Is there an implementation that partial sorts an iterator without allocating the whole output?

Eg suppose that I need the n largest elements by f from an iterator itr that has N \gg n elements.

partialsort!(collect(itr), n; by f) would allocate a length N vector, while the whole thing can be handled with a length n vector that is kept sorted.

One quick implementation would be like:

using DataStructures
function partialsort(itr, n)
    ret = SortedSet{eltype(itr)}()
    for x in itr
        push!(ret, x)
        if length(ret) > n
            pop!(ret)
        end
    end
    ret
end

Perhaps SortedSet can cause problems because it folds identical items (as a mathematical set does). An alternative data structure to use is a heap:

function partialsort2(itr, n)
    ret = BinaryMinMaxHeap{eltype(itr)}()
    for x in itr
        push!(ret, x)
        if length(ret) > n
            popmin!(ret)
        end
    end
    ret
end

Note that these two solutions are O(N\log n) while partialsort! has the potential to be O(N) (I didn’t look at the actual implementation though).

You can’t do better than O(N log(N)) for full comparison sort. This means in general you also can’t to partial sort in O(N). Otherwise you would just choose n=N and end up with a faster full comparison sort.
Now if your problem has extra structure, there can be faster algorithms. Like O(N) radix sort for a vector of integers. Or O(1) if your collection is say a range.

I think you are misinterpreting partialsort!. You don’t need the output array to be sorted, you only need to find the position of the n-th smallest element (and as a consequence you can find the position of the n smallest elements with an extra O(n) time). Setting n=N would just give you the largest element, which obviously can be found in time O(N).

Oh thanks for clarifying.

I think this operation may done in O(N) time as follows. For simplicity of explanation, assume N is a multiple of n. Form a buffer with 2n slots.
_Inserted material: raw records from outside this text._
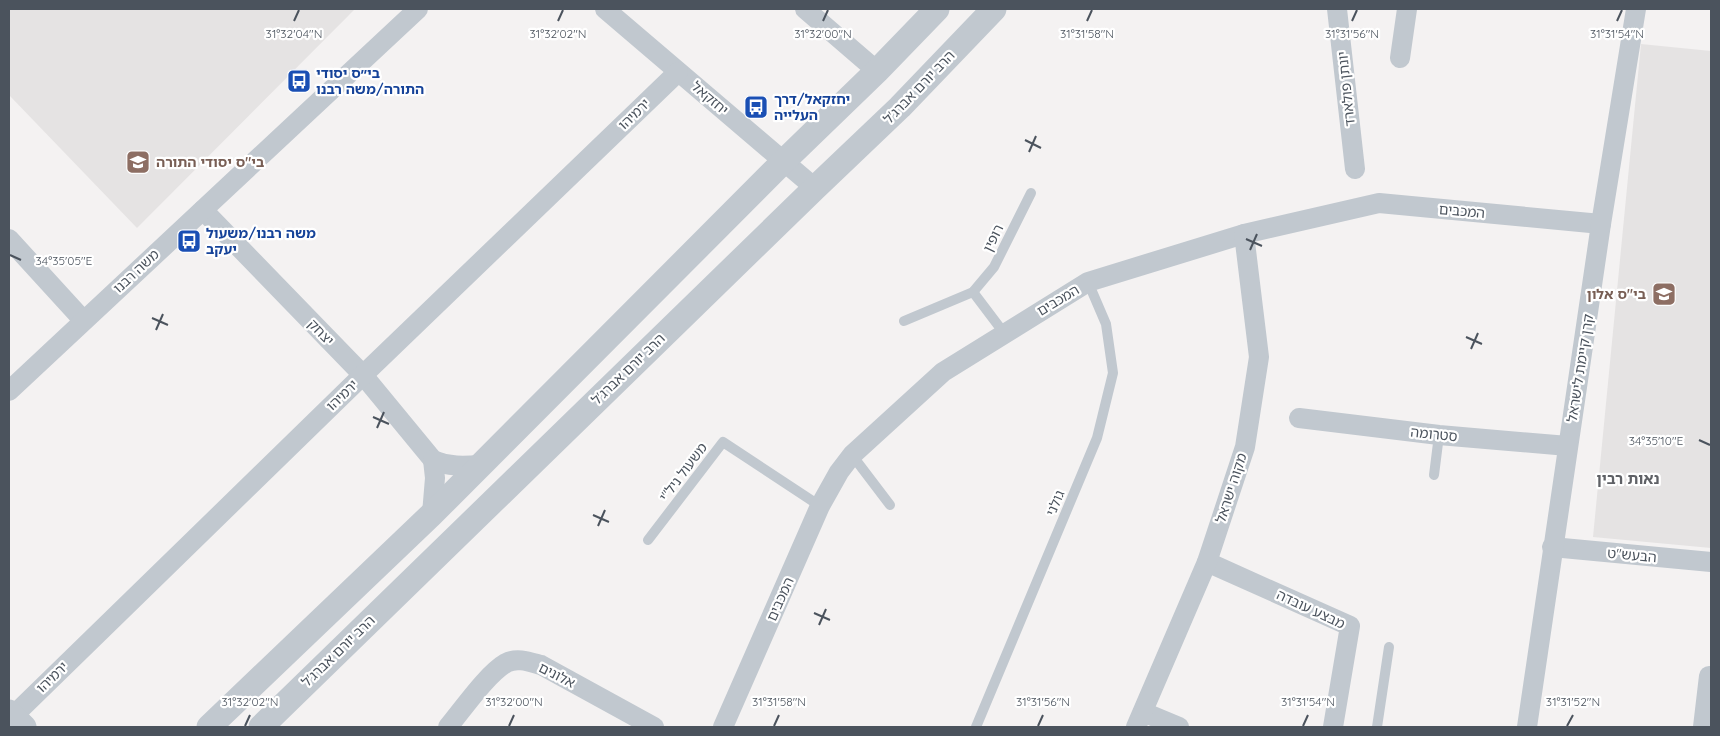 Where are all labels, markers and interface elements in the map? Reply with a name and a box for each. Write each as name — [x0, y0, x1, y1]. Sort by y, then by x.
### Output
text: 31°32'04"N — [266, 26, 322, 41]
text: 31°32'02"N — [529, 26, 587, 41]
text: 31°32'00"N — [794, 26, 852, 41]
text: 31°31'58"N — [1060, 26, 1114, 41]
text: 31°31'56"N — [1325, 26, 1379, 41]
text: 31°31'54"N — [1590, 26, 1644, 41]
street label: הרב יורם אברג'ל — [879, 46, 959, 128]
street label: יונתן פולארד — [1333, 51, 1359, 127]
place label: בי״ס יסודי התורה/משה רבנו — [316, 64, 424, 98]
bus stop icon: בי״ס יסודי התורה/משה רבנו — [286, 68, 312, 94]
street label: יחזקאל — [688, 77, 732, 119]
place label: יחזקאל/דרך העלייה — [774, 90, 850, 124]
bus stop icon: יחזקאל/דרך העלייה — [743, 94, 769, 120]
street label: ירמיהו — [614, 95, 654, 133]
school or university icon: בי"ס יסודי התורה — [125, 149, 151, 175]
place label: בי"ס יסודי התורה — [156, 153, 264, 171]
street label: המכבים — [1438, 200, 1486, 222]
street label: רופין — [979, 221, 1007, 255]
place label: משה רבנו/משעול יעקב — [206, 224, 316, 258]
bus stop icon: משה רבנו/משעול יעקב — [176, 228, 202, 254]
street label: משה רבנו — [109, 245, 163, 297]
text: 34°35'05"E — [36, 253, 93, 268]
street label: המכבים — [1034, 280, 1082, 320]
school or university icon: בי"ס אלון — [1651, 281, 1677, 307]
place label: בי"ס אלון — [1587, 285, 1646, 303]
street label: קרן קיימת לישראל — [1563, 313, 1597, 423]
street label: יצחק — [304, 315, 338, 349]
street label: הרב יורם אברג'ל — [587, 329, 669, 409]
street label: ירמיהו — [322, 376, 362, 414]
street label: סטרומה — [1410, 423, 1458, 445]
text: 34°35'10"E — [1629, 433, 1684, 448]
street label: משעול ניל"י — [655, 439, 711, 505]
street label: מקוה ישראל — [1211, 451, 1251, 525]
district label: נאות רבין — [1596, 469, 1660, 488]
street label: גולני — [1042, 488, 1068, 518]
street label: הבעש"ט — [1607, 544, 1657, 566]
street label: המכבים — [762, 574, 798, 624]
street label: מבצע עובדה — [1274, 585, 1348, 633]
street label: הרב יורם אברג'ל — [297, 611, 379, 691]
street label: ירמיהו — [32, 658, 72, 696]
street label: אלונים — [536, 658, 578, 692]
text: 31°32'02"N — [221, 694, 279, 709]
text: 31°32'00"N — [485, 694, 543, 709]
text: 31°31'58"N — [752, 694, 806, 709]
text: 31°31'56"N — [1016, 694, 1070, 709]
text: 31°31'54"N — [1281, 694, 1335, 709]
text: 31°31'52"N — [1546, 694, 1600, 709]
Initially load the buffer with 2n items from the iterator. Then find the median, which requires O(n) time, and discard the elements below the median, leaving n items in the buffer. Now load another n items from the iterator, again filling the buffer. Repeat the operation of taking the median and discarding the n smaller elements. The number of median operations is N/n, and each one requires O(n) operations, so the total running time is O(N).

The OP asked for a package rather than an algorithm; I don’t know of a package to implement this operation.